Selectivity, covering indexes, and index maintenance trade-offs Interview Questions

Overview

Selectivity describes how well a predicate narrows a query to a smaller set of rows. A highly selective predicate returns a small percentage of the table, such as one customer by CustomerId. A low-selectivity predicate returns many rows, such as IsActive = 1 when almost every row is active.

Covering indexes are indexes that contain every column needed by a query, so SQL Server can satisfy the query from the index without returning to the base table. Covering can be powerful, but every extra key or included column increases storage, memory, I/O, and write-maintenance cost.

This topic matters because indexing is a balancing act. Good indexes make important reads fast. Too many or too-wide indexes slow inserts, updates, deletes, and merges. Interviewers expect candidates to explain not only how to create an index, but how to decide whether an index is worth its cost.

For interviews, strong candidates can discuss selectivity, SARGability, key column order, included columns, filtered indexes, key lookups, write overhead, index fragmentation, statistics, and workload-based tuning.

Core Concepts

Selectivity

Selectivity measures how much a predicate filters data.

Highly selective:

Code

WHERE OrderId = 12345

This likely returns one row.

Low selectivity:

Code

WHERE IsActive = 1

If 98 percent of rows are active, this predicate does not narrow the table much.

High selectivity usually makes an index more valuable because SQL Server can seek to a small set of rows. Low selectivity may still use an index, but a scan may be cheaper when many rows are needed.

Cardinality Vs Selectivity

Cardinality is a count. Selectivity is a fraction or degree of filtering.

Example table:

Code

Rows: 10,000,000
Rows where Status = 'Cancelled': 50,000

The predicate cardinality is 50,000 rows.
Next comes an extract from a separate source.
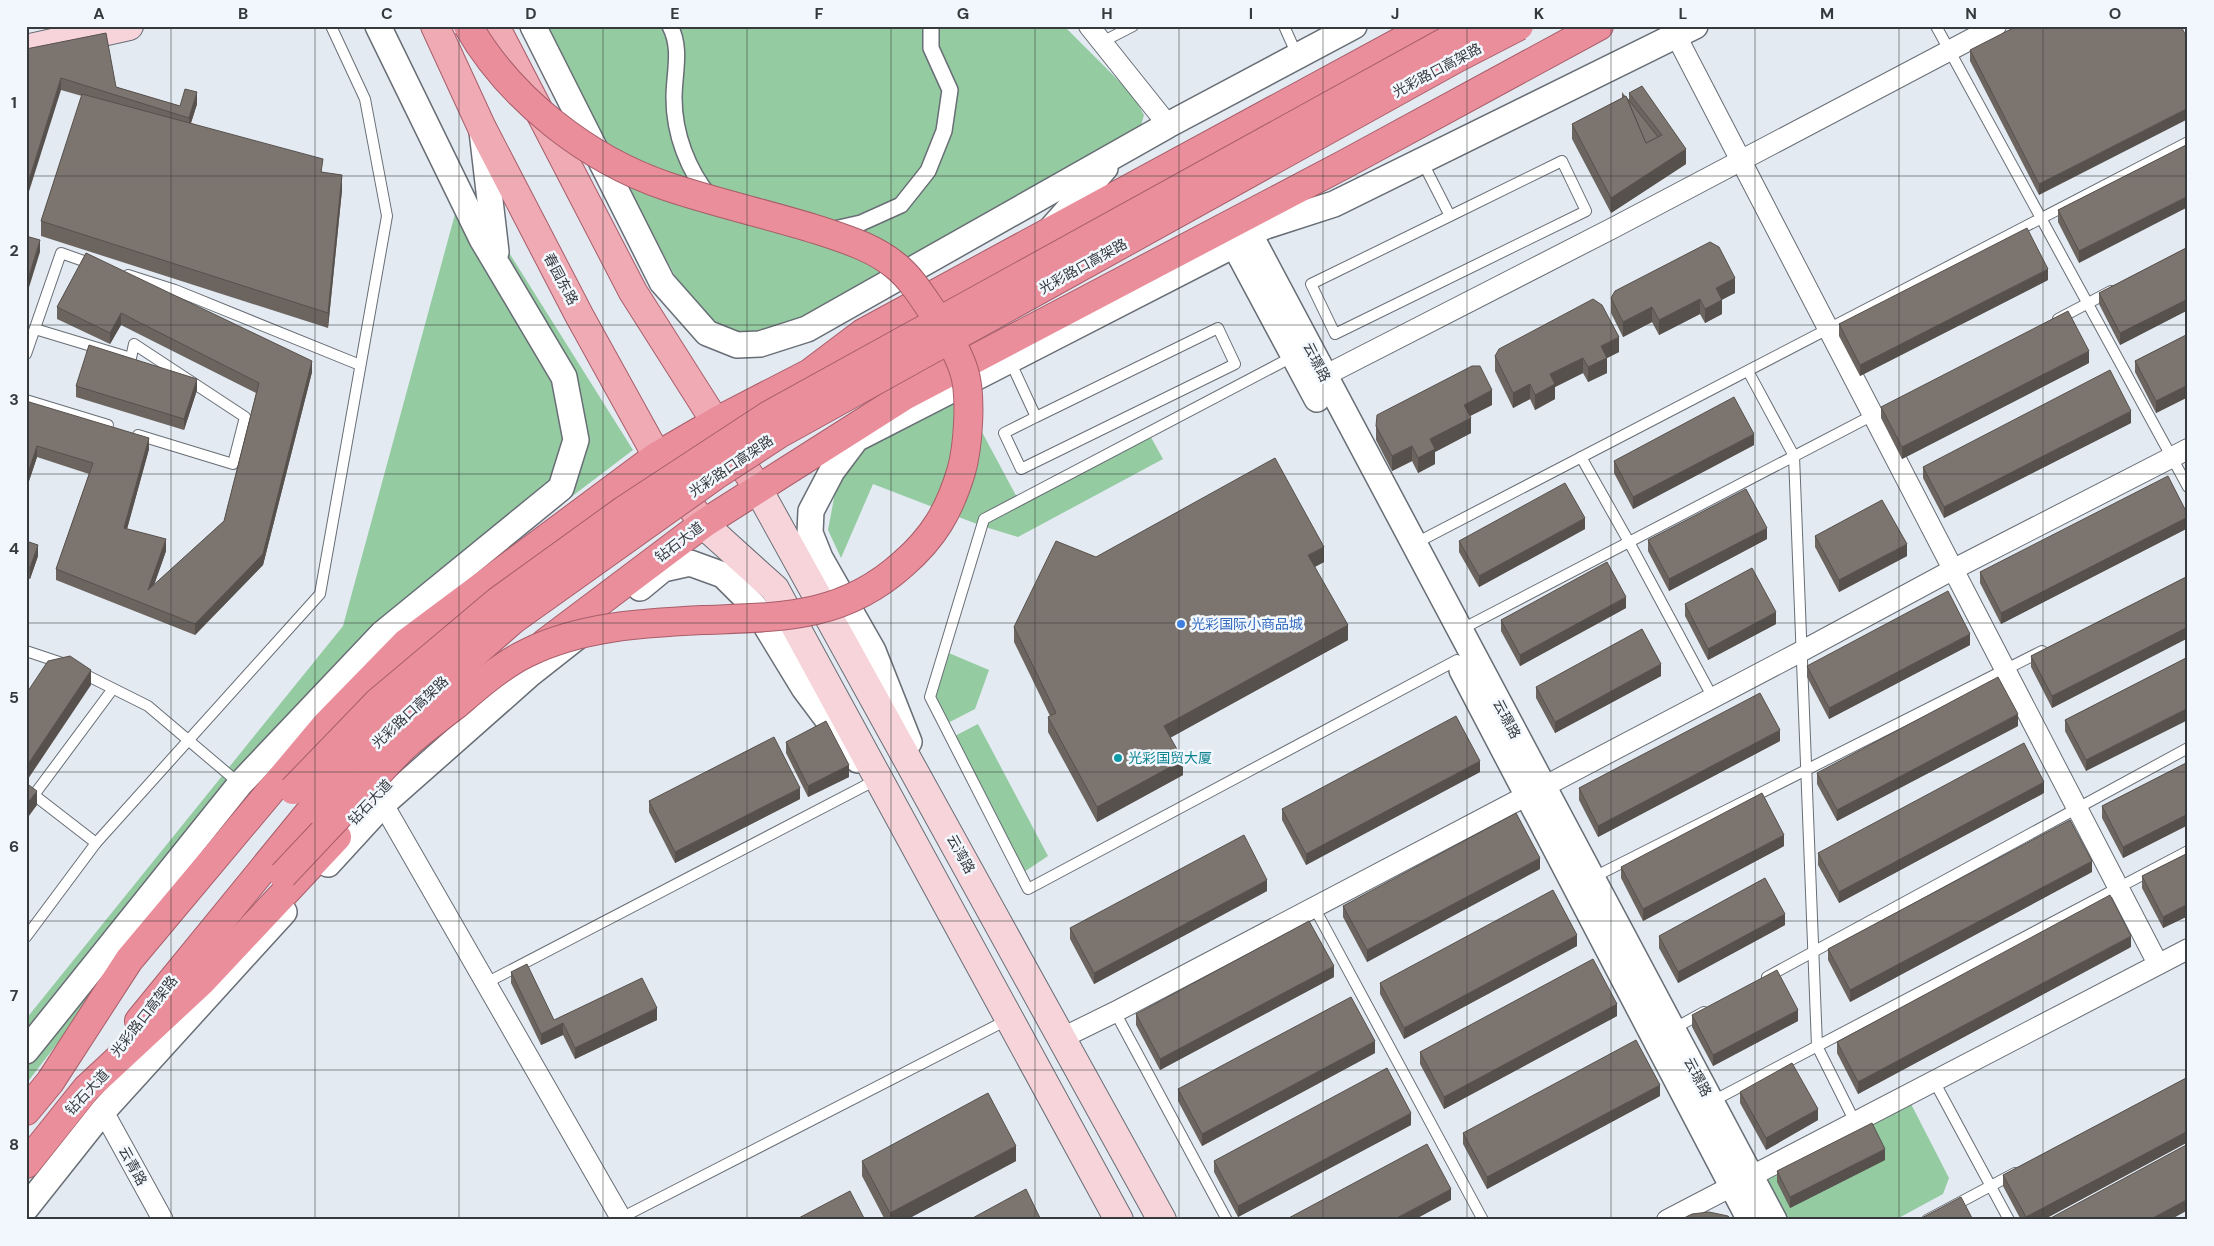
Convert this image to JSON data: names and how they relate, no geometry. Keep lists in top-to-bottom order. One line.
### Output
{"streets":{"highway":["光彩路口高架路","钻石大道"],"main road":["春园东路","云湾路"],"street":["云璟路","云青路"]},"crossings":[["光彩路口高架路","钻石大道"],["春园东路","钻石大道"],["云璟路","钻石大道"],["钻石大道","云湾路"]],"places":["光彩国际小商品城","光彩国贸大厦"],"grid":{"columns":["A","B","C","D","E","F","G","H","I","J","K","L","M","N","O"],"rows":["1","2","3","4","5","6","7","8"]}}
The selectivity is 0.5 percent.

SQL Server uses statistics to estimate cardinality, and those estimates influence whether it chooses a seek, scan, join type, memory grant, and parallelism strategy.

SARGable Predicates

A SARGable predicate can use an index search argument efficiently.

Good:

Code

WHERE OrderDate >= @StartDate
  AND OrderDate < @EndDate

Poor:

Code

WHERE CAST(OrderDate AS DATE) = @ReportDate

The second query applies a function to the column, making it harder to seek on a normal index on OrderDate.
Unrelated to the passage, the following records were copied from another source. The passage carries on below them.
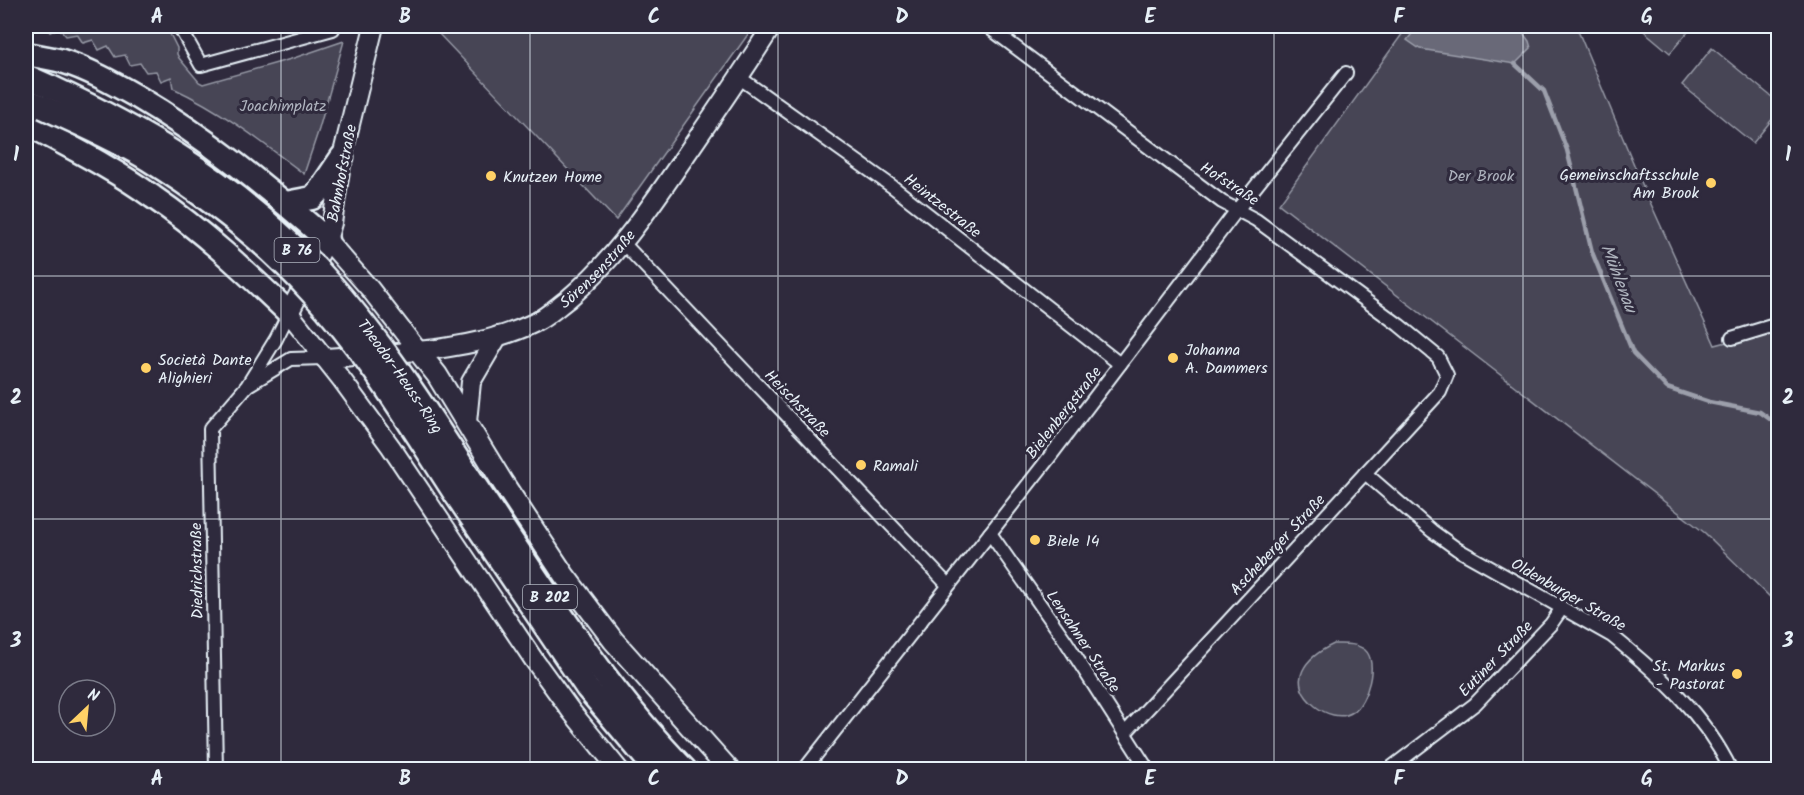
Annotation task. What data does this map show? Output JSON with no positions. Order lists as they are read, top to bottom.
{
  "streets": {
    "highway": ["B 76", "Theodor-Heuss-Ring", "B 202"],
    "main road": ["Bahnhofstraße", "Sörensenstraße"],
    "street": [
      "Hofstraße",
      "Heintzestraße",
      "Heischstraße",
      "Bielenbergstraße",
      "Ascheberger Straße",
      "Diedrichstraße",
      "Oldenburger Straße",
      "Lensahner Straße",
      "Eutiner Straße"
    ]
  },
  "crossings": [
    ["Bahnhofstraße", "B 76"],
    ["Bahnhofstraße", "Theodor-Heuss-Ring"],
    ["Bahnhofstraße", "Diedrichstraße"],
    ["Hofstraße", "Bielenbergstraße"],
    ["Hofstraße", "Ascheberger Straße"],
    ["Heintzestraße", "Sörensenstraße"],
    ["Heintzestraße", "Bielenbergstraße"],
    ["B 76", "Theodor-Heuss-Ring"],
    ["Sörensenstraße", "Theodor-Heuss-Ring"],
    ["Sörensenstraße", "Heischstraße"],
    ["Sörensenstraße", "Diedrichstraße"],
    ["Heischstraße", "Bielenbergstraße"],
    ["Bielenbergstraße", "Lensahner Straße"],
    ["Ascheberger Straße", "Oldenburger Straße"],
    ["Ascheberger Straße", "Lensahner Straße"],
    ["Oldenburger Straße", "Eutiner Straße"]
  ],
  "water": ["Mühlenau"],
  "parks": ["Joachimplatz", "Der Brook"],
  "places": [
    "Knutzen Home",
    "Gemeinschaftsschule Am Brook",
    "Johanna A. Dammers",
    "Società Dante Alighieri",
    "Ramali",
    "Biele 14",
    "St. Markus - Pastorat"
  ],
  "north": "top right",
  "grid": {
    "columns": [
      "A",
      "B",
      "C",
      "D",
      "E",
      "F",
      "G"
    ],
    "rows": ["1", "2", "3"]
  }
}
Index design and query design work together. A good index cannot fully compensate for predicates that hide searchable values behind functions, implicit conversions, or non-sargable expressions.

Key Column Order

Column order in a composite index matters.

Example:

Code

CREATE INDEX IX_Orders_Customer_OrderDate
ON dbo.Orders (CustomerId, OrderDate DESC);

This index helps:

Code

WHERE CustomerId = @CustomerId
ORDER BY OrderDate DESC;

It is less helpful for:

Code

WHERE OrderDate >= @StartDate
  AND OrderDate < @EndDate;

because OrderDate is not the leading key.

General guideline:

Put equality predicates early.
Then range predicates.
Then ordering/grouping columns when useful.
Keep keys narrow.
Use included columns for output columns that are not needed for seeking or sorting.

Covering Index

A covering index contains all columns needed by a query.

Example query:

Code

SELECT
    OrderDate,
    Status,
    TotalAmount
FROM dbo.Orders
WHERE CustomerId = @CustomerId
ORDER BY OrderDate DESC;

Covering index:

Code

CREATE INDEX IX_Orders_Customer_OrderDate
ON dbo.Orders (CustomerId, OrderDate DESC)
INCLUDE (Status, TotalAmount);

The key columns support filtering and ordering. The included columns satisfy the SELECT list without increasing the key size.
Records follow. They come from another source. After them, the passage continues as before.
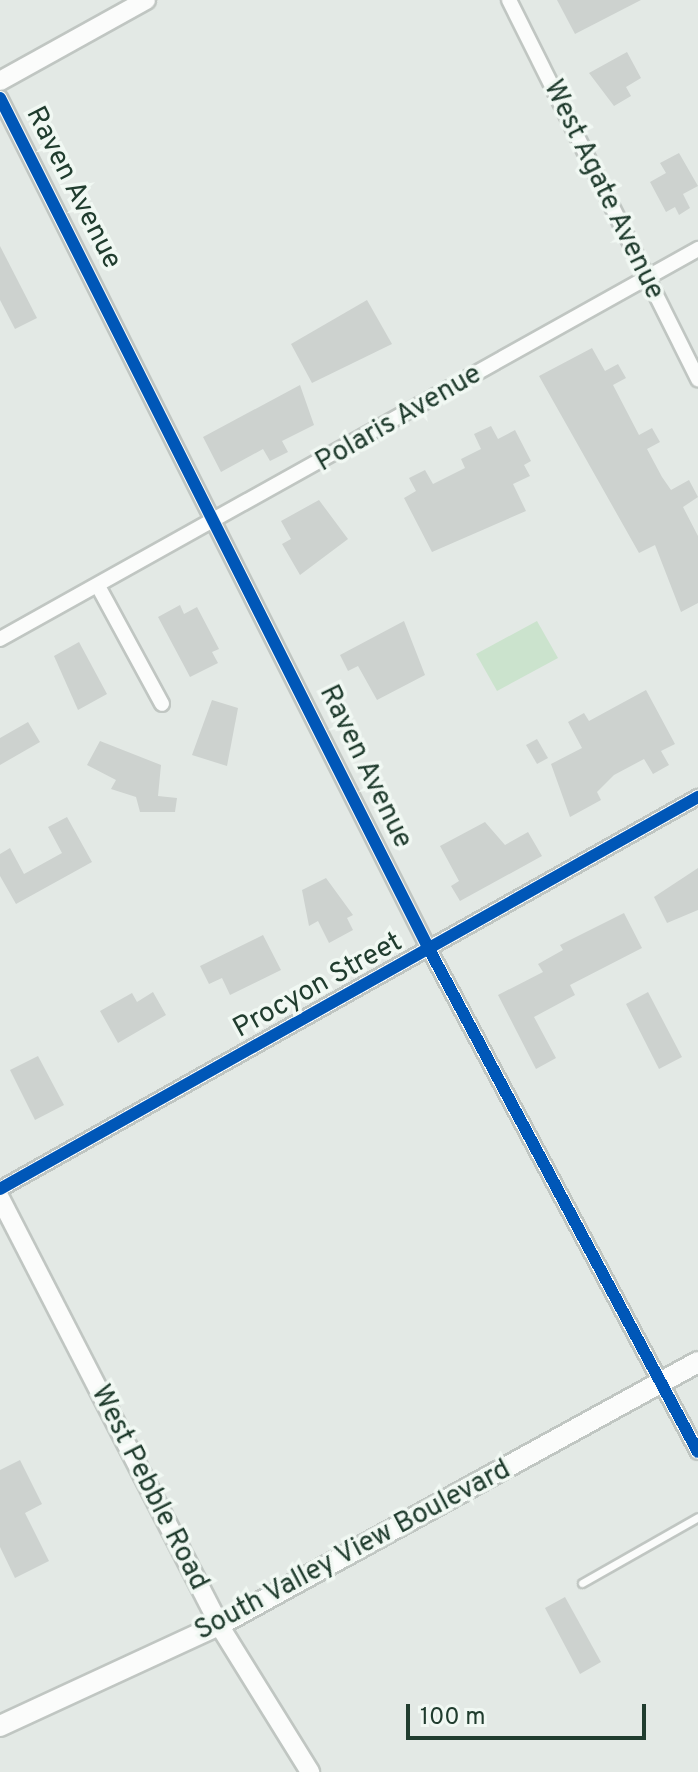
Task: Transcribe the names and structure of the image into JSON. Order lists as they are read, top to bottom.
{
  "streets": {
    "main road": ["South Valley View Boulevard"],
    "street": [
      "Raven Avenue",
      "West Agate Avenue",
      "Polaris Avenue",
      "Procyon Street",
      "West Pebble Road"
    ]
  },
  "crossings": [
    ["Raven Avenue", "Polaris Avenue"],
    ["Raven Avenue", "Procyon Street"],
    ["Raven Avenue", "South Valley View Boulevard"],
    ["West Agate Avenue", "Polaris Avenue"],
    ["West Pebble Road", "South Valley View Boulevard"]
  ],
  "scale_bar": "100 m"
}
Key Columns Vs Included Columns

Key columns are part of the sorted index key. They can support seeks, range scans, joins, grouping, and ordering.

Included columns are stored at the leaf level of a nonclustered index. They are not part of the sorted key, but they can cover query output and avoid lookups.

Example:

Code

CREATE INDEX IX_Users_Tenant_Email
ON dbo.Users (TenantId, Email)
INCLUDE (DisplayName, Status, LastLoginAt);

TenantId and Email are key columns because they support search. DisplayName, Status, and LastLoginAt are included because the query needs to return them.

Interview rule: key columns are for access and order. Included columns are for coverage.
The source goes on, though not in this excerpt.